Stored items

-------

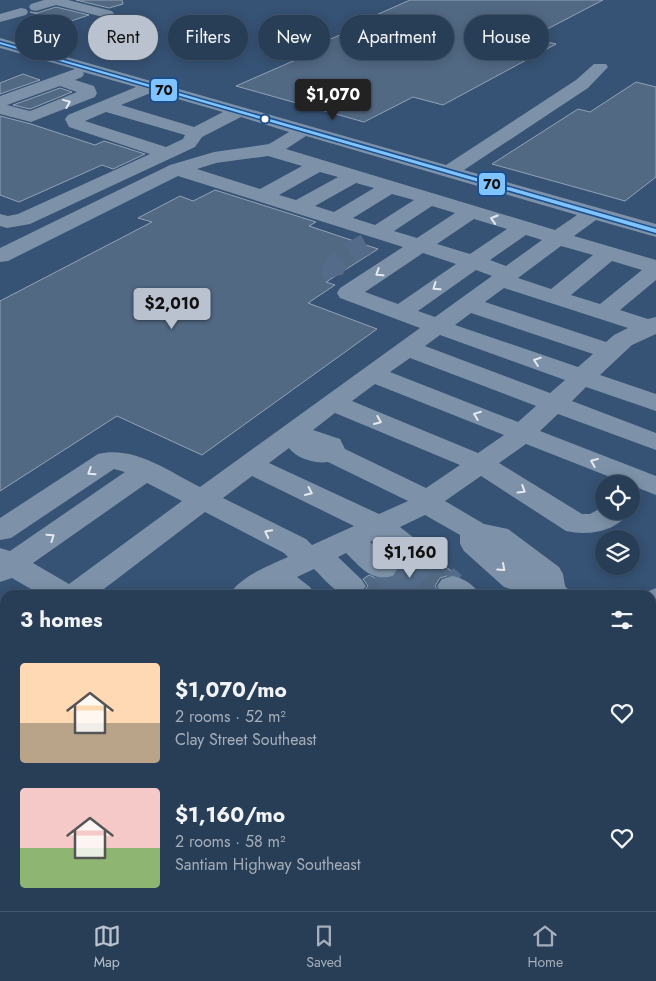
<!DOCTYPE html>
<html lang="en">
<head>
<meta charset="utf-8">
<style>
  :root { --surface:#283e57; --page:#30455d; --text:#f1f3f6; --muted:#a5aeba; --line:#44576d; --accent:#b9c2ce }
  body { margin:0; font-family:Jost,sans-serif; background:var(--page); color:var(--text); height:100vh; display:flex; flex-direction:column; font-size:19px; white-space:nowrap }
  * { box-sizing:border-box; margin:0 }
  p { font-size:16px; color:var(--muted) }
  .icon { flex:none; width:28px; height:28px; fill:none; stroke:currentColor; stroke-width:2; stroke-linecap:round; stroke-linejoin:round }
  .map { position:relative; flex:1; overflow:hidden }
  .sheet { position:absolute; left:0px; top:590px; width:656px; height:321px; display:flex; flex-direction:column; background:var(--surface); border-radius:15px 15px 0 0; box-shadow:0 2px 12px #0003,0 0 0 1px var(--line) }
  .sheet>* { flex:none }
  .banner { position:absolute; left:15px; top:15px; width:626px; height:45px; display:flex; gap:10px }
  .buttons { position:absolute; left:595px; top:475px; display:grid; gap:10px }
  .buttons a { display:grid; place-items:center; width:45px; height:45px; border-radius:50%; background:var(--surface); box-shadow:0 2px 12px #0003,0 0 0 1px var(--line); font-size:25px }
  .price { position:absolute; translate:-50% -42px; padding:0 11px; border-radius:5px; background:var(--accent); color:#111; font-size:16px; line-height:32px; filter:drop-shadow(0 1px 2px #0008) }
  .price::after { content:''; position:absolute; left:50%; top:30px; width:15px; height:11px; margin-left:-8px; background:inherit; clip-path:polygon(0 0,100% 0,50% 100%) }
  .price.active { background:#222; color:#fff }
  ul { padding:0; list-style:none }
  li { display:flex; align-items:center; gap:15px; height:125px; padding:0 20px }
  li span { display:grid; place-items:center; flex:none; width:140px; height:100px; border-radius:5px; color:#555 }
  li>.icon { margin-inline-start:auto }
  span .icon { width:60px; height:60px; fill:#fffc; stroke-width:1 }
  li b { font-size:21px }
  h2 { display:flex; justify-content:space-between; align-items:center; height:60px; padding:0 20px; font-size:21px }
  .chip { padding:0 18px; border-radius:22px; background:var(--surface); box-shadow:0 2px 12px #0003,0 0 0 1px var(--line); font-size:18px; line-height:45px }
  .chip.active { background:var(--accent); color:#111 }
  .dock { display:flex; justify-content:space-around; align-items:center; height:70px; border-top:1px solid var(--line); background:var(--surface); font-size:14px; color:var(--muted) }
  .dock a { display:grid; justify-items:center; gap:2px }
  .dock .active { color:var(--accent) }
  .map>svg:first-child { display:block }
  .building { fill:#526984; stroke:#92a2b6 }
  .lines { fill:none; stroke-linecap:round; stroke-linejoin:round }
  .minor-tunnel-far2 { stroke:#546c89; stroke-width:21; stroke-dasharray:21 11; stroke-linecap:butt }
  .minor-tunnel-far1 { stroke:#546c89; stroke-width:28; stroke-dasharray:28 14; stroke-linecap:butt }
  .minor-tunnel { stroke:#546c89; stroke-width:36; stroke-dasharray:36 18; stroke-linecap:butt }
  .minor { fill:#7d92a8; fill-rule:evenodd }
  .major { fill:#7d8ea7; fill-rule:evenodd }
  .bus-1-casing { stroke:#1b4f8f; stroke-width:3 }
  .bus-1 { fill:#80c4ff; fill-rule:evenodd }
  .oneway { stroke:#e5e9ee }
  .bus-dot { fill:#fff; stroke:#1b4f8f; stroke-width:2 }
  .line-badge { stroke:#1b4f8f; stroke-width:2 }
  .pale-badge-label { font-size:14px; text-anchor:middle; font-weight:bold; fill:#111 }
</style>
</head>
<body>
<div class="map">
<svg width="656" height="911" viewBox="0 0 656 911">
  <rect width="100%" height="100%" fill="#365274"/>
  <g class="building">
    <polygon points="76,0 122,0 123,4 109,8"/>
    <polygon points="410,0 603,0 530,38 556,44 443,105 413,97 364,122 236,86 316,51 307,49 354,29 349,27"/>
    <polygon points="56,7 89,15 68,22 30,12 37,13"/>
    <polygon points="23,74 40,80 0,94 0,83"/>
    <polygon points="636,82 656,87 656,177 625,201 492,164 578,109 590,112"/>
    <polygon points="60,88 72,92 30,109 13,105"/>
    <polygon points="0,116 31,124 95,145 104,141 145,154 113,169 102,165 19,202 0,195"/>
    <polygon points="215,190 316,222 309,226 378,249 326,282 335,285 308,303 377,329 202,455 117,416 0,491 0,301 152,222 138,218 180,196 193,201"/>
    <polygon points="428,554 457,575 453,574 440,578 435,586 440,593 438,595 361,595 368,586 363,579 369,575 378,579 393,578 399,570 395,561 399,559 409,562 423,561"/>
  </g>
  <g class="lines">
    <path class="minor-tunnel-far2" d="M334,277l-2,-6c6,-13 22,-20 34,-27"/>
    <g class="minor-tunnel-far1">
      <polyline points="412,552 453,586"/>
      <polyline points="382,569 403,587"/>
    </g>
    <polyline class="minor-tunnel" points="401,586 412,595"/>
    <g class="minor">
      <polygon points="44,0 68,0 112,11 114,14 112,17 107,18 56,5 36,11 31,10 29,7 31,4"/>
      <polygon points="21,8 26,9 28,12 26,15 0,22 0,14"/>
      <path d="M0,38l446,127 130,-85 18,-16h12l2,3 -20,21 -124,82 192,54v13l-60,-17 -22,16 82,24v20l-36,30 28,9 8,-2v17l-24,11 -32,30 56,19v17l-70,-24 -14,14 84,32v17l-98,-36 -18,17 116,45v19l-130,-51 -27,19 83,51h8l14,-8v5h26c-13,21 -42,25 -64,20l-85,-55 -36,25 39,23 24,5 51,38 4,7 2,12 8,9h-45l-24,-8 -40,-36 -4,-7v-9l-35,-20 -25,12 23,18 4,7 -4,7c-22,6 -31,-8 -47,-20l-6,3 23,20 4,7 -4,7c-23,6 -32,-9 -47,-23l-8,4 23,22 5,7 -5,7c-23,7 -32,-10 -47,-24l-17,8 13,10 5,8h-36l-5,-4 -7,4h-38c12,-19 39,-29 59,-38l-4,-4 -79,-41 -109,83h-55l-29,-17 -12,4v-34l10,3 115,-79 -11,-3 -103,69 -11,2v-22l98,-64c36,-9 72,18 102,33l220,-159 -80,-30 -3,-5 3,-5 63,-41 -225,-71 -170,85 -8,1v-14l170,-83 44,-13 55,-8 20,-12 -48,-15 -39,20 -7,10 -165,77 -23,4 -7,-2v-12l8,2 10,-2 132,-60 -81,-27 -4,-8 3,-4 68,-28 -53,-15 1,2 -2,3 -7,3 19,6 3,7 -2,4 -64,25 -31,-8v-18l75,-27 -75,-21zM60,86l17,6 -47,19 -23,-6zM153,92l70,20 -29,15 -73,-22zM106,112l79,23 -2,4 -17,8 -81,-26zM306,136l271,79 -22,15 -269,-81zM268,156l34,10 -42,23 -63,-20 19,-6zM320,172l18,5 -42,23 -17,-5zM356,183l18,5 -40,24 -19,-6zM392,194l22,6 -39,25 -22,-7zM432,206l23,7 -38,25 -23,-7zM474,219l33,10 -37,25 -33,-10zM526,235l16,5 -36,26 -16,-6zM561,246l32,9 -42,34 -33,-11zM423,253l33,11 -58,40 -33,-12zM612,261l30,9 -42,34 -29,-9zM476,270l16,6 -57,41 -17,-6zM504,288l124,40 -14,7 -8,7 -121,-40zM471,313l122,41 -15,13 -123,-42zM440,335l125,45 -15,13 -125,-47zM410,358l126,48 -18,16 -128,-50zM375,384l129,51 -26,18 -126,-52zM335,413l125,52 -34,23 -81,-39 -5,-10 -27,-9zM289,448c8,11 27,16 39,14l80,39 -29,13 -110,-51zM252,476l102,50 -42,19 -6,-6 -83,-41zM147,483l35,18 -113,83 -36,-21z"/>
      <path d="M453,576c12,3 20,8 27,19h-36l-7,-9 5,-7z"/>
      <polygon points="651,615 656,616 656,639 651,638"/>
      <polygon points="5,636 5,662 0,664 0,638"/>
      <polygon points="0,760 5,761 5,793 0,791"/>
      <polygon points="5,833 5,892 0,890 0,834"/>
      <polygon points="27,906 71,906 73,911 29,911"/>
      <polygon points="425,906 470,906 472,911 427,911"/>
    </g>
    <g class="major">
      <polygon points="656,588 656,611 651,613 651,595 639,595"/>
      <polygon points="154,906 199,906 197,911 152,911"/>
    </g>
    <defs>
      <polygon id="bus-1" points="0,42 656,229 656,233 0,44"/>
    </defs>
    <use href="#bus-1" class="bus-1-casing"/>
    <use href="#bus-1" class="bus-1"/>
  </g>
  <defs><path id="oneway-chevron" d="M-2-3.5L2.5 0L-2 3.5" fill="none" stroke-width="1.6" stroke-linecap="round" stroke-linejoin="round" transform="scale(1.25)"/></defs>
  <g class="oneway">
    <use href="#oneway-chevron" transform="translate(67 103) rotate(-22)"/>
    <use href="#oneway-chevron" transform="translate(494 219) rotate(-163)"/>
    <use href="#oneway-chevron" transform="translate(379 273) rotate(147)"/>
    <use href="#oneway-chevron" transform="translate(436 287) rotate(145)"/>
    <use href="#oneway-chevron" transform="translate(537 361) rotate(-161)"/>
    <use href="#oneway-chevron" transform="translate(477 415) rotate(-159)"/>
    <use href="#oneway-chevron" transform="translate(378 421) rotate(23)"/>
    <use href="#oneway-chevron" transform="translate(594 462) rotate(-158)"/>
    <use href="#oneway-chevron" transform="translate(91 472) rotate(147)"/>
    <use href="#oneway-chevron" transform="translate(522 490) rotate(32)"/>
    <use href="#oneway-chevron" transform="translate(309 492) rotate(25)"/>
    <use href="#oneway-chevron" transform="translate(268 533) rotate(-153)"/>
    <use href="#oneway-chevron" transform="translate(51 537) rotate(-35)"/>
    <use href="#oneway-chevron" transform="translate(502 568) rotate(42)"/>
  </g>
  <circle class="bus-dot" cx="265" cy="119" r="4.5"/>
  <g class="line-badge">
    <rect x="150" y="78" width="28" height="24" rx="5" fill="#80c4ff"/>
    <rect x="478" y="172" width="28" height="24" rx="5" fill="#80c4ff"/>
  </g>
  <g class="pale-badge-label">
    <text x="164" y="95">70</text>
    <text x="492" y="189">70</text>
  </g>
</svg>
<div class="buttons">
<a><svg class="icon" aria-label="locate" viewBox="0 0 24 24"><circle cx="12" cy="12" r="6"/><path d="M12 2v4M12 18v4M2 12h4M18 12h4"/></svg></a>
<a><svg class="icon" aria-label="layers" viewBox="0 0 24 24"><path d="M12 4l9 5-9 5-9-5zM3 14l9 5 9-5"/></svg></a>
</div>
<b class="price active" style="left:333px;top:121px">$1,070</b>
<b class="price" style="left:172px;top:330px">$2,010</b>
<b class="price" style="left:410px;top:579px">$1,160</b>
<div class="banner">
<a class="chip">Buy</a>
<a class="chip active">Rent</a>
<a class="chip">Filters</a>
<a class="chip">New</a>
<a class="chip">Apartment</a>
<a class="chip">House</a>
</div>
<section class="sheet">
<h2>3 homes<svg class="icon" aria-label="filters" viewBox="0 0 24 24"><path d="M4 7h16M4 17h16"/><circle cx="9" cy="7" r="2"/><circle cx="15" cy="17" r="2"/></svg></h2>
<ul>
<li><span style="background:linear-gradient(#ffd9b3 60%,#b9a48a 0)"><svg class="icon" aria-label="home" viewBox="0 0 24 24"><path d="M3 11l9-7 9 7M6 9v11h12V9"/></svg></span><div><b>$1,070/mo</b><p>2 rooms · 52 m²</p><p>Clay Street Southeast</p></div><svg class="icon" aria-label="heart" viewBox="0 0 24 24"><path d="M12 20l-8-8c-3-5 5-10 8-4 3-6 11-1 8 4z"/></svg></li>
<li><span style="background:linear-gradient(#f6c9c9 60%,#8fb573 0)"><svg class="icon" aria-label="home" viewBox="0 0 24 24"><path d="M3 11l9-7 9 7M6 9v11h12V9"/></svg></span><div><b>$1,160/mo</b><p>2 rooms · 58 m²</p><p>Santiam Highway Southeast</p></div><svg class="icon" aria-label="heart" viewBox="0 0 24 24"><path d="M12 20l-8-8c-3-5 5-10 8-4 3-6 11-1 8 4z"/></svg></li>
</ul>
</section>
</div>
<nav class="dock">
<a class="active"><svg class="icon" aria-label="map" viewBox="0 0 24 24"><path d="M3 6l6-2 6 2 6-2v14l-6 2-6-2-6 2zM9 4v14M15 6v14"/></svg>Map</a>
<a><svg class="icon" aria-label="saved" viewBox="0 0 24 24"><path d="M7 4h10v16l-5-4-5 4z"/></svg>Saved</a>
<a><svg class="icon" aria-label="home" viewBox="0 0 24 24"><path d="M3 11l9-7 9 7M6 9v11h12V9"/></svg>Home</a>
</nav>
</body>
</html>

-------

**EXERCISE INSTRUCTIONS**: All lines above in which the word "margin" occurs should be identified and copied.

**WRITTEN ANSWER**:
  body { margin:0; font-family:Jost,sans-serif; background:var(--page); color:var(--text); height:100vh; display:flex; flex-direction:column; font-size:19px; white-space:nowrap }
  * { box-sizing:border-box; margin:0 }
  .price::after { content:''; position:absolute; left:50%; top:30px; width:15px; height:11px; margin-left:-8px; background:inherit; clip-path:polygon(0 0,100% 0,50% 100%) }
  li>.icon { margin-inline-start:auto }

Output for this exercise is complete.